Species of flowering plant

Caulophyllum thalictroides, the blue cohosh, is a species of flowering plant in the Berberidaceae (barberry) family. It is a medium-tall perennial with blue berry-like fruits and bluish-green foliage. The common name cohosh is probably from an Algonquian word meaning "rough". The Greek-derived genus name Caulophyllum signifies "stem-leaf", while the specific name thalictroides references the similarity between the large highly divided, multiple-compound leaves of meadow-rues (Thalictrum spp.) and those of blue cohosh.

==Description==
From the single stalk rising from the ground, there springs a single, large, three-branched leaf, giving rise to a yellow-flowered inflorescence, followed by bluish berries, coated with a glaucous, waxy bloom, somewhat similar in appearance to sloes. The bluish-green leaflets are three-lobed and entire at the base, but serrate at the tip.

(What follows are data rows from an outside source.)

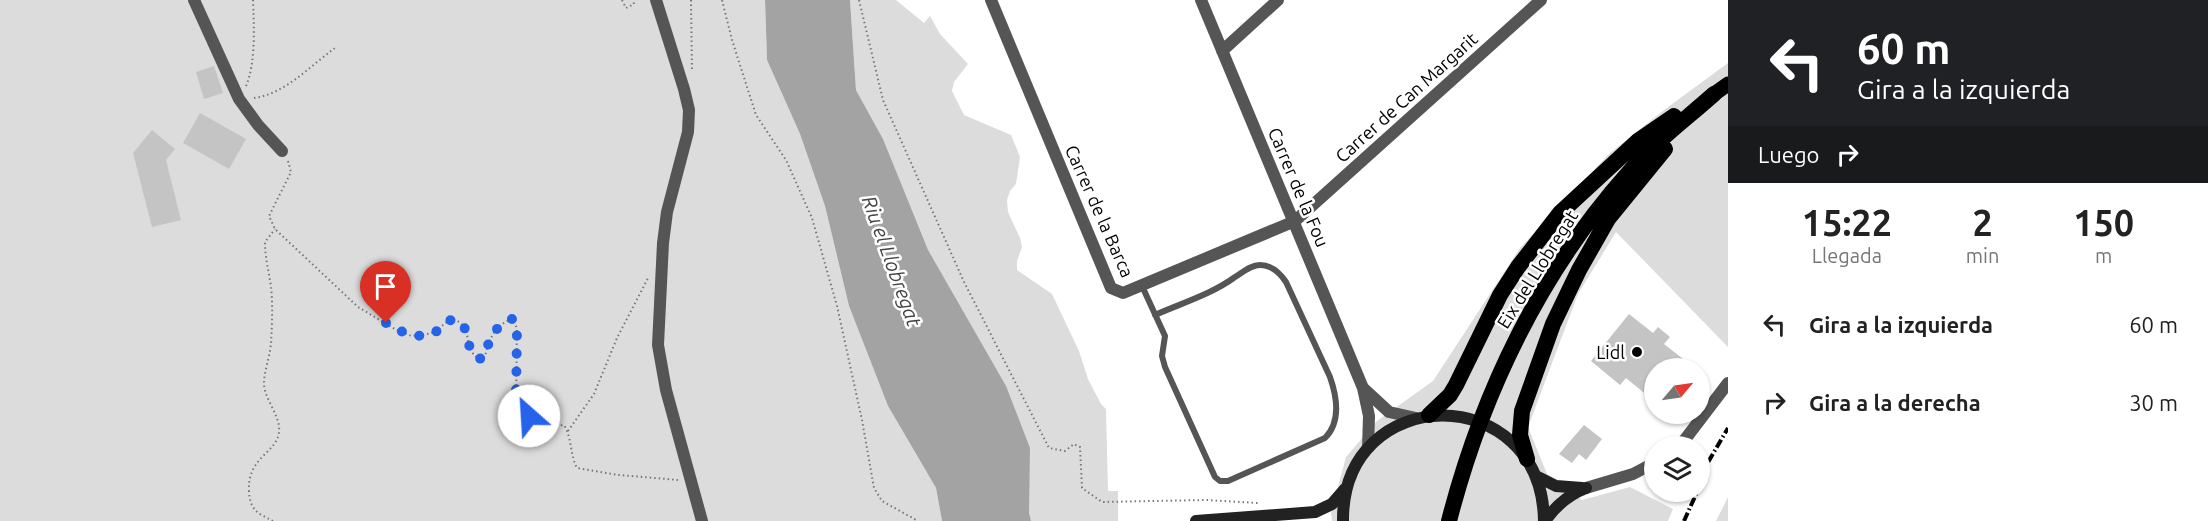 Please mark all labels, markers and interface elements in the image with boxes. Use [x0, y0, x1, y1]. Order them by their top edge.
icon: left [1758, 24, 1836, 102]
text: 60 m [1857, 25, 1951, 72]
street label: Carrer de Can Margarit [1331, 28, 1481, 166]
text: Gira a la izquierda [1857, 74, 2070, 104]
street label: Carrer de la Fou [1265, 124, 1333, 250]
icon: right [1831, 138, 1864, 171]
street label: Carrer de la Barca [1062, 142, 1138, 280]
text: Luego [1758, 142, 1819, 167]
water label: Riu el Llobregat [858, 193, 926, 330]
text: 15:22 [1802, 202, 1892, 243]
text: 2 [1972, 202, 1993, 243]
text: 150 [2073, 202, 2134, 243]
street label: Eix del Llobregat [1493, 206, 1581, 332]
text: Llegada [1812, 244, 1882, 267]
text: min [1966, 244, 1999, 267]
text: m [2095, 244, 2112, 267]
pin [360, 261, 411, 323]
icon: arrive [369, 270, 402, 303]
icon: left [1758, 308, 1791, 341]
text: Gira a la izquierda [1809, 312, 1993, 337]
text: 60 m [2129, 312, 2178, 337]
place label: Lidl [1596, 342, 1625, 362]
marker: Lidl [1630, 345, 1644, 359]
north arrow [1644, 358, 1710, 424]
map controls [1644, 358, 1710, 502]
position arrow [497, 384, 561, 448]
icon: right [1758, 386, 1791, 419]
text: Gira a la derecha [1809, 390, 1981, 415]
text: 30 m [2129, 390, 2178, 415]
button: layers [1644, 436, 1710, 502] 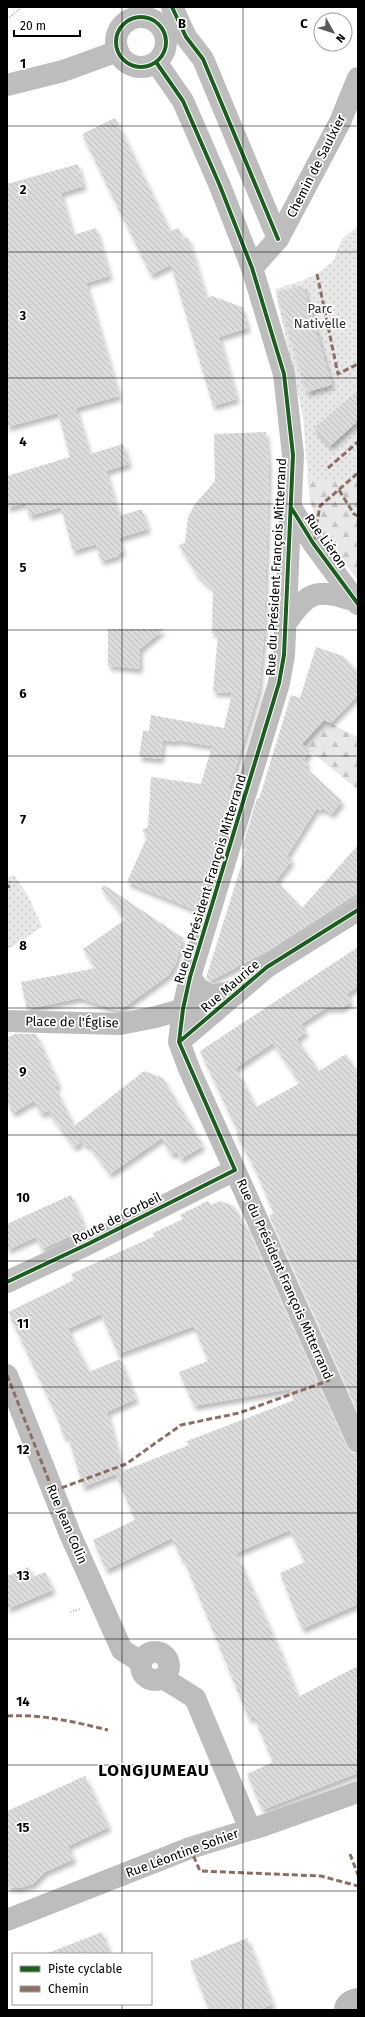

==Habitat and distribution==
The plant is found in hardwood forests and favors moist coves and hillsides, generally in shady locations, in rich soil. It grows in eastern North America, from Manitoba and Oklahoma east to the Atlantic Ocean.

==Pollination==
The plant is pollinated early in the season by certain bee species, which are attracted by the nectar glands present on the petals.

==Uses==
The plant has been used as a medicinal herb by American Indians. Many Native American tribes, and later European herbologists and mid-wives, would use this herb in conjunction with other herbs and fluids for abortive and contraceptive purposes.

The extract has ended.